We were all cuffed and shackled and placed in a van along with three others in orange suits. We had no confirmation of where we were going. We came to Anoka, stopped in Anoka County Jail and picked up two more guys in orange suits.

One of these guys so happened to be one who "walked away" from Duluth prison camp in 2004 and has been "on the loose" since then. He was just arrested in California, returned to Minnesota to finish his sentence with another three years added to it at a higher security prison.

After Anoka we ended up at St. Paul Federal Court house where the orange suits got out and the rest of us went to Minneapolis where we were delivered back to the US Marshalls.
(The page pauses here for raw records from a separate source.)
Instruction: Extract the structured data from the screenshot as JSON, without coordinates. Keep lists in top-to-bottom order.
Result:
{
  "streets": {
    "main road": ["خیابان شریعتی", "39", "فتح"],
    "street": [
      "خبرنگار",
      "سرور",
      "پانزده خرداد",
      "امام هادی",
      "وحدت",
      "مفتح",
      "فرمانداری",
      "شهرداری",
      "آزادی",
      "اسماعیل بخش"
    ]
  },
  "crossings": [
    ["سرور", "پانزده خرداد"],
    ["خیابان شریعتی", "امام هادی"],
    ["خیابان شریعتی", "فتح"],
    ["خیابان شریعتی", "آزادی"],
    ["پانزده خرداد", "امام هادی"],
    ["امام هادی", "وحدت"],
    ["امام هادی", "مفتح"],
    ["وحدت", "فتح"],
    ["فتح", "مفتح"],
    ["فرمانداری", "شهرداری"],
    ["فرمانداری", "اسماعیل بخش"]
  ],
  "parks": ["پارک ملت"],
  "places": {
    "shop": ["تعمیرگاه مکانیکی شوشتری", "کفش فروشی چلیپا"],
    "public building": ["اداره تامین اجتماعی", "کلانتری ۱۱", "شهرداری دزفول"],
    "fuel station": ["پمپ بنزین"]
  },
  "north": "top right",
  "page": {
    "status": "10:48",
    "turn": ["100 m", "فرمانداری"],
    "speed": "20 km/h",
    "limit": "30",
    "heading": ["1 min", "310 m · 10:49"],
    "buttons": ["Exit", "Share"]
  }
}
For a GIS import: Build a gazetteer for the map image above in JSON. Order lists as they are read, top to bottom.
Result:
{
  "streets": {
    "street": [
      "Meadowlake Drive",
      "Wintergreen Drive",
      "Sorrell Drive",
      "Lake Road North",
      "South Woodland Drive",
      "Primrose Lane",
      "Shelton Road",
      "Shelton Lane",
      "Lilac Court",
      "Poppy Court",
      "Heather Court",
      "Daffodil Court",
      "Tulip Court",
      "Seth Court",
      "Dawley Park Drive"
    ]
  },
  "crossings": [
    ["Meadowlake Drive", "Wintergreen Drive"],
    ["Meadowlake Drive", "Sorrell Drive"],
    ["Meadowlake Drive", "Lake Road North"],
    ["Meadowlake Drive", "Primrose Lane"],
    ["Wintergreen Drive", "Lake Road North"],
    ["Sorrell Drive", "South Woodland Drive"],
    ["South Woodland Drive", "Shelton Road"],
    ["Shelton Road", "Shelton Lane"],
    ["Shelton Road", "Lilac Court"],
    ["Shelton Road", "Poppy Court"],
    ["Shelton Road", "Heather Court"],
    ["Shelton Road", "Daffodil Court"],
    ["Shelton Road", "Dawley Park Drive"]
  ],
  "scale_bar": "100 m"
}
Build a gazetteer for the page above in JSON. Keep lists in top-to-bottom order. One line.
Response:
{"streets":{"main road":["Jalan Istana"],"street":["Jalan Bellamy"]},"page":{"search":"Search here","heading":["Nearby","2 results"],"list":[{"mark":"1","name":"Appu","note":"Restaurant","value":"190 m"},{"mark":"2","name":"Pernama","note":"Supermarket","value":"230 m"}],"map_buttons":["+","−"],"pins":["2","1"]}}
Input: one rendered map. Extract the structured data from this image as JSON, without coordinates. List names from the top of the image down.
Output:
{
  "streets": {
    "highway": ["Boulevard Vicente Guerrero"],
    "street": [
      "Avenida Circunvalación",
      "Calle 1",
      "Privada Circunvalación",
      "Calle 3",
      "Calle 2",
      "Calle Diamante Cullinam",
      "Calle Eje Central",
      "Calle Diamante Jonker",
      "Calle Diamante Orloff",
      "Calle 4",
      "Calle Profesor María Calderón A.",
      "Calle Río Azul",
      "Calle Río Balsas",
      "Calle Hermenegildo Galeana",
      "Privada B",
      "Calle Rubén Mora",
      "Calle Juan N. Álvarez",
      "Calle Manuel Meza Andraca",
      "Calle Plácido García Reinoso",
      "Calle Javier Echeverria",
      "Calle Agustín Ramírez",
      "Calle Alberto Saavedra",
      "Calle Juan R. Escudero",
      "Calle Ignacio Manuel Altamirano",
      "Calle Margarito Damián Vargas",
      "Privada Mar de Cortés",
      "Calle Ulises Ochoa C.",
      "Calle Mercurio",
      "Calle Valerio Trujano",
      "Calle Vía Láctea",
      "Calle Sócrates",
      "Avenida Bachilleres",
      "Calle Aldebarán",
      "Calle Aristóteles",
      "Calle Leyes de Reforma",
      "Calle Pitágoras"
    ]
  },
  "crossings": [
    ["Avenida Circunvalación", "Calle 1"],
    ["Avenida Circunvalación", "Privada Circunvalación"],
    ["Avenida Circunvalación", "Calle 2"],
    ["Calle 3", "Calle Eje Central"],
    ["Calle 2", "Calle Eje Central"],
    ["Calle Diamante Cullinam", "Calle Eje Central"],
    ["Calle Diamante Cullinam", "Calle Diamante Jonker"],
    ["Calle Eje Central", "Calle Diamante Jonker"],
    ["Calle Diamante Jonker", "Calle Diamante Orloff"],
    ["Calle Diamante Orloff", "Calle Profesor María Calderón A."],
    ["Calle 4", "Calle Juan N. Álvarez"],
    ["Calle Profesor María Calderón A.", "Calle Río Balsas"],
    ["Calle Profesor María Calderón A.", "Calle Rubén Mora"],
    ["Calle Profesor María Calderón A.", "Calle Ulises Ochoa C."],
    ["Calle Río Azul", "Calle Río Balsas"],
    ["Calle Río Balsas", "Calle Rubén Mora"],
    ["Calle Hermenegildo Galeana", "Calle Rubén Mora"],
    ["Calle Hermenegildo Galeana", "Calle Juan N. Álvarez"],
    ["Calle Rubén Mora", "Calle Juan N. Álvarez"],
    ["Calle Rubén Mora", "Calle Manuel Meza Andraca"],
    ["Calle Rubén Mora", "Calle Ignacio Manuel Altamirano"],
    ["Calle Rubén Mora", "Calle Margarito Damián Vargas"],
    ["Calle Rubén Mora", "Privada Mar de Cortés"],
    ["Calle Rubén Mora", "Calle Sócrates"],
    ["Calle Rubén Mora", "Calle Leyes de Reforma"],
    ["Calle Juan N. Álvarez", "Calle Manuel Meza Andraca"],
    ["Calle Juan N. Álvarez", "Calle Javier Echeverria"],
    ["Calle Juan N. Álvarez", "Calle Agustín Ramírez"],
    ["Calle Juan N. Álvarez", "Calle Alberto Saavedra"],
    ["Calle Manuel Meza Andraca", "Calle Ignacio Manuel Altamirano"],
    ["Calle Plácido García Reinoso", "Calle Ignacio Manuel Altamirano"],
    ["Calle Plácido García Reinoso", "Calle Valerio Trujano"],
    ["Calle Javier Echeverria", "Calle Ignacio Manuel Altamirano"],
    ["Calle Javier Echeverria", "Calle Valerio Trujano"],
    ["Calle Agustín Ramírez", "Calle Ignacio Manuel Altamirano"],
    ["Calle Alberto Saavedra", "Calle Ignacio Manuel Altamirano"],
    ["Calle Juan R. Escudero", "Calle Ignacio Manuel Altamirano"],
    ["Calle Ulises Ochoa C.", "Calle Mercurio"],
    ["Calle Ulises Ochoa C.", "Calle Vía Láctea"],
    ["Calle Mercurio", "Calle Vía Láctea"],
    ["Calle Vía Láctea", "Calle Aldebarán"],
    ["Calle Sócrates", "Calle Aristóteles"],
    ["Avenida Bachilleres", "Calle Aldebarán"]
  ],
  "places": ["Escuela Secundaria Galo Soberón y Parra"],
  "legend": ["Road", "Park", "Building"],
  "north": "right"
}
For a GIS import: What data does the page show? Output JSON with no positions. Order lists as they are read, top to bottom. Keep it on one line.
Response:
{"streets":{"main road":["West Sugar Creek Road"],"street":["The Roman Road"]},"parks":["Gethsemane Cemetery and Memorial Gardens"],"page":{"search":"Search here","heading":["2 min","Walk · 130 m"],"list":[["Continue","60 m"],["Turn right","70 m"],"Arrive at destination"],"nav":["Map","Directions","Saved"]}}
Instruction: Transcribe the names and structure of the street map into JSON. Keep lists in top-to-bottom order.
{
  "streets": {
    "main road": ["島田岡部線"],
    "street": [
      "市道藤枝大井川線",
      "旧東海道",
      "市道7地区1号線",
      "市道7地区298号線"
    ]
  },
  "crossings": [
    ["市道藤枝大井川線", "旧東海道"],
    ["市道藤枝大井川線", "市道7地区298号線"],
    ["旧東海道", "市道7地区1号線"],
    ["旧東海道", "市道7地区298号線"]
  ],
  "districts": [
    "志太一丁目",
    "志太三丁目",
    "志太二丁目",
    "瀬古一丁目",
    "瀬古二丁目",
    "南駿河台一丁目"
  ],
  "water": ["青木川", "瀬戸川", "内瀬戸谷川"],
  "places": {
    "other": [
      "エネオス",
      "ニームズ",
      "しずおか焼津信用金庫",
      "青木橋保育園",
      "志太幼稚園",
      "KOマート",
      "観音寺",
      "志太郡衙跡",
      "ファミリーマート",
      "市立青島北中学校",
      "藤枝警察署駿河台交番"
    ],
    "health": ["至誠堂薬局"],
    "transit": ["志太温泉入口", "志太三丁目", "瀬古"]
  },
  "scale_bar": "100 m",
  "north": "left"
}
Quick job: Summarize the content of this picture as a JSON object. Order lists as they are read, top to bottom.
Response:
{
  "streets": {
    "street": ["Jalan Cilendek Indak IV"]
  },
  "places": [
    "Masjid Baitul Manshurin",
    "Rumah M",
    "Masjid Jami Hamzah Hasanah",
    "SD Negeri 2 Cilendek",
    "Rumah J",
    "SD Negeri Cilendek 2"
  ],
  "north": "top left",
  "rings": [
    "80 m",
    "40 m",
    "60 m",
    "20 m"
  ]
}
All the jewelry "shackles and cuffs" were removed and we were placed in a cell again.

I must say here before moving on that while Sherburne county is known as a very high security, bad food, bad place, it was all better than I had expected. The guards and staff for the most part were like real people and I felt their respect.

The US Marshalls were also very nice, respectful, even helpful at times.. At 9:30 AM they removed us from our cells (the four of us), replaced the shackles and cuffs, loaded us back into the van and headed east to Stillwater. We went to Oak Park, which is a state penitentiary. We pulled through a gate in a fenced in area with razor wire all around it. We waited about 20 minutes when a prison buss arrived. It had made its circuit from Chicago, with a stop in Wisconsin and now Stillwater. The buss stopped, the guards came out with shot guns and we were told to unload the van. After they talked some more the shot guns were put away, our hand cuffs and shackles removed, and we knew then we were heading to Duluth. The big buss was full of prisoners who are sitting in shackles and cuffs. We are told to find a seat where we could. We walked on board through the steel gated front of the buss, past all the tough looking shackled prisoners and found our seats next to the same. While the crowd looked pretty tough I reminded myself that the four of us look exactly the same when we were in the orange suits and cuffs. I often think to myself even now how different these guys would look if they had street clothes and no cuffs.

We drove about an hour and a half and stopped at Sand Stone prison where everyone except eight of us were removed. Sand Stone is a mid level security prison and we were all glad we weren't going there.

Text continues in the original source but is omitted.